The answer must be an exact restatement of all the data.

* Stored data *

=== Section Start ===

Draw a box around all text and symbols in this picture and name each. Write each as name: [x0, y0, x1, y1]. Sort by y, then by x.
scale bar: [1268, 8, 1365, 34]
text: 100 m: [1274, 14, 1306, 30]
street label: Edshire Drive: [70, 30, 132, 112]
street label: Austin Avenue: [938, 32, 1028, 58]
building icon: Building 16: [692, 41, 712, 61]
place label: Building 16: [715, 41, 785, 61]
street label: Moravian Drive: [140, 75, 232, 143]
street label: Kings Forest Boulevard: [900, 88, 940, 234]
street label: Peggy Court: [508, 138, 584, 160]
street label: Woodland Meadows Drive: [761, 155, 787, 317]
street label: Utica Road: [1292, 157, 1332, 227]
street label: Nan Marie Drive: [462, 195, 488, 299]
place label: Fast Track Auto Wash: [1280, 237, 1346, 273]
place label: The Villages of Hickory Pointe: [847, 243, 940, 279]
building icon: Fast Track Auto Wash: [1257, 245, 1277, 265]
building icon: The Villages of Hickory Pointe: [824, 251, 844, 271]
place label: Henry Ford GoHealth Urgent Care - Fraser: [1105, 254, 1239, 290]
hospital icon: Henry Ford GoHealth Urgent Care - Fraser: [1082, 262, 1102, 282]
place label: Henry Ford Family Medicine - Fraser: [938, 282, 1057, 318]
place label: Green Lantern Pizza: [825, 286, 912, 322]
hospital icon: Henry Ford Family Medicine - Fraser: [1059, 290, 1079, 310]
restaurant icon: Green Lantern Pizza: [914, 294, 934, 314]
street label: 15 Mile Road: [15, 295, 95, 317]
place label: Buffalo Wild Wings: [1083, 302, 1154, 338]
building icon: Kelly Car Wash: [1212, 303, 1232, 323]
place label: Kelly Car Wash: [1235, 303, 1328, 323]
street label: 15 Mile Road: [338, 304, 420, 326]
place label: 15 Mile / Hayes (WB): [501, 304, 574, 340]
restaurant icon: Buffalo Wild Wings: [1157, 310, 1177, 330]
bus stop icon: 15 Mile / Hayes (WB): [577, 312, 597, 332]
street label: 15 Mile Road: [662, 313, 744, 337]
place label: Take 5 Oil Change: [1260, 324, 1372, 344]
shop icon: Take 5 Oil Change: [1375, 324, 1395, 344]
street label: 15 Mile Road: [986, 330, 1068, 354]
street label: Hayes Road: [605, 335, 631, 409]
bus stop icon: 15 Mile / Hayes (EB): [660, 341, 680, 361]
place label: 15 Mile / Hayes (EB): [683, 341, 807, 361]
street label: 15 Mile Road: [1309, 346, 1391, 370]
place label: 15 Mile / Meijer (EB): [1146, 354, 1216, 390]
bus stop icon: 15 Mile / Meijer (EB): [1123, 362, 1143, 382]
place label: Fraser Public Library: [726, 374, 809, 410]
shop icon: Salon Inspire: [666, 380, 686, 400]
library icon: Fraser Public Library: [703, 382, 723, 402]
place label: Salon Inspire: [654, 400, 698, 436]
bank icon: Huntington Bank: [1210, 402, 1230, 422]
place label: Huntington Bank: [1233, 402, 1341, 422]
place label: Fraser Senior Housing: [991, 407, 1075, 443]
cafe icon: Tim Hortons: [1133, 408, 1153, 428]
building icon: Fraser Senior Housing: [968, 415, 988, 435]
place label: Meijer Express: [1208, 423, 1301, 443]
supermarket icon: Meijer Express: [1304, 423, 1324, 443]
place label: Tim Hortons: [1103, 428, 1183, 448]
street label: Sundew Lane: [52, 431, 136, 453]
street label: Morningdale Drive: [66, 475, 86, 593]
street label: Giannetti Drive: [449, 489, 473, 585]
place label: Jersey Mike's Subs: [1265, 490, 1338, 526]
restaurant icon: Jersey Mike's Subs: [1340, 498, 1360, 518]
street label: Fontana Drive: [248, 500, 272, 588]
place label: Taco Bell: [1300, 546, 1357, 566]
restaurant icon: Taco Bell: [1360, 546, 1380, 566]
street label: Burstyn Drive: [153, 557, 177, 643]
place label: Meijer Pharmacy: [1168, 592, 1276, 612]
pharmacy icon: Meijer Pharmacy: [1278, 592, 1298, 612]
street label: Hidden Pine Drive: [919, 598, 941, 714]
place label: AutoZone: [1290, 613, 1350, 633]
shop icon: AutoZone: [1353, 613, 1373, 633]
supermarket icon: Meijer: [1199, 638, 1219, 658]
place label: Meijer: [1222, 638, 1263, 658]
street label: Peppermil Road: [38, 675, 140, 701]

=== Section End ===

* RESPONSE TO THIS EXERCISE *
Draw a box around all text and symbols in this picture and name each. Write each as name: [x0, y0, x1, y1]. Sort by y, then by x.
scale bar: [1268, 8, 1365, 34]
text: 100 m: [1274, 14, 1306, 30]
street label: Edshire Drive: [70, 30, 132, 112]
street label: Austin Avenue: [938, 32, 1028, 58]
building icon: Building 16: [692, 41, 712, 61]
place label: Building 16: [715, 41, 785, 61]
street label: Moravian Drive: [140, 75, 232, 143]
street label: Kings Forest Boulevard: [900, 88, 940, 234]
street label: Peggy Court: [508, 138, 584, 160]
street label: Woodland Meadows Drive: [761, 155, 787, 317]
street label: Utica Road: [1292, 157, 1332, 227]
street label: Nan Marie Drive: [462, 195, 488, 299]
place label: Fast Track Auto Wash: [1280, 237, 1346, 273]
place label: The Villages of Hickory Pointe: [847, 243, 940, 279]
building icon: Fast Track Auto Wash: [1257, 245, 1277, 265]
building icon: The Villages of Hickory Pointe: [824, 251, 844, 271]
place label: Henry Ford GoHealth Urgent Care - Fraser: [1105, 254, 1239, 290]
hospital icon: Henry Ford GoHealth Urgent Care - Fraser: [1082, 262, 1102, 282]
place label: Henry Ford Family Medicine - Fraser: [938, 282, 1057, 318]
place label: Green Lantern Pizza: [825, 286, 912, 322]
hospital icon: Henry Ford Family Medicine - Fraser: [1059, 290, 1079, 310]
restaurant icon: Green Lantern Pizza: [914, 294, 934, 314]
street label: 15 Mile Road: [15, 295, 95, 317]
place label: Buffalo Wild Wings: [1083, 302, 1154, 338]
building icon: Kelly Car Wash: [1212, 303, 1232, 323]
place label: Kelly Car Wash: [1235, 303, 1328, 323]
street label: 15 Mile Road: [338, 304, 420, 326]
place label: 15 Mile / Hayes (WB): [501, 304, 574, 340]
restaurant icon: Buffalo Wild Wings: [1157, 310, 1177, 330]
bus stop icon: 15 Mile / Hayes (WB): [577, 312, 597, 332]
street label: 15 Mile Road: [662, 313, 744, 337]
place label: Take 5 Oil Change: [1260, 324, 1372, 344]
shop icon: Take 5 Oil Change: [1375, 324, 1395, 344]
street label: 15 Mile Road: [986, 330, 1068, 354]
street label: Hayes Road: [605, 335, 631, 409]
bus stop icon: 15 Mile / Hayes (EB): [660, 341, 680, 361]
place label: 15 Mile / Hayes (EB): [683, 341, 807, 361]
street label: 15 Mile Road: [1309, 346, 1391, 370]
place label: 15 Mile / Meijer (EB): [1146, 354, 1216, 390]
bus stop icon: 15 Mile / Meijer (EB): [1123, 362, 1143, 382]
place label: Fraser Public Library: [726, 374, 809, 410]
shop icon: Salon Inspire: [666, 380, 686, 400]
library icon: Fraser Public Library: [703, 382, 723, 402]
place label: Salon Inspire: [654, 400, 698, 436]
bank icon: Huntington Bank: [1210, 402, 1230, 422]
place label: Huntington Bank: [1233, 402, 1341, 422]
place label: Fraser Senior Housing: [991, 407, 1075, 443]
cafe icon: Tim Hortons: [1133, 408, 1153, 428]
building icon: Fraser Senior Housing: [968, 415, 988, 435]
place label: Meijer Express: [1208, 423, 1301, 443]
supermarket icon: Meijer Express: [1304, 423, 1324, 443]
place label: Tim Hortons: [1103, 428, 1183, 448]
street label: Sundew Lane: [52, 431, 136, 453]
street label: Morningdale Drive: [66, 475, 86, 593]
street label: Giannetti Drive: [449, 489, 473, 585]
place label: Jersey Mike's Subs: [1265, 490, 1338, 526]
restaurant icon: Jersey Mike's Subs: [1340, 498, 1360, 518]
street label: Fontana Drive: [248, 500, 272, 588]
place label: Taco Bell: [1300, 546, 1357, 566]
restaurant icon: Taco Bell: [1360, 546, 1380, 566]
street label: Burstyn Drive: [153, 557, 177, 643]
place label: Meijer Pharmacy: [1168, 592, 1276, 612]
pharmacy icon: Meijer Pharmacy: [1278, 592, 1298, 612]
street label: Hidden Pine Drive: [919, 598, 941, 714]
place label: AutoZone: [1290, 613, 1350, 633]
shop icon: AutoZone: [1353, 613, 1373, 633]
supermarket icon: Meijer: [1199, 638, 1219, 658]
place label: Meijer: [1222, 638, 1263, 658]
street label: Peppermil Road: [38, 675, 140, 701]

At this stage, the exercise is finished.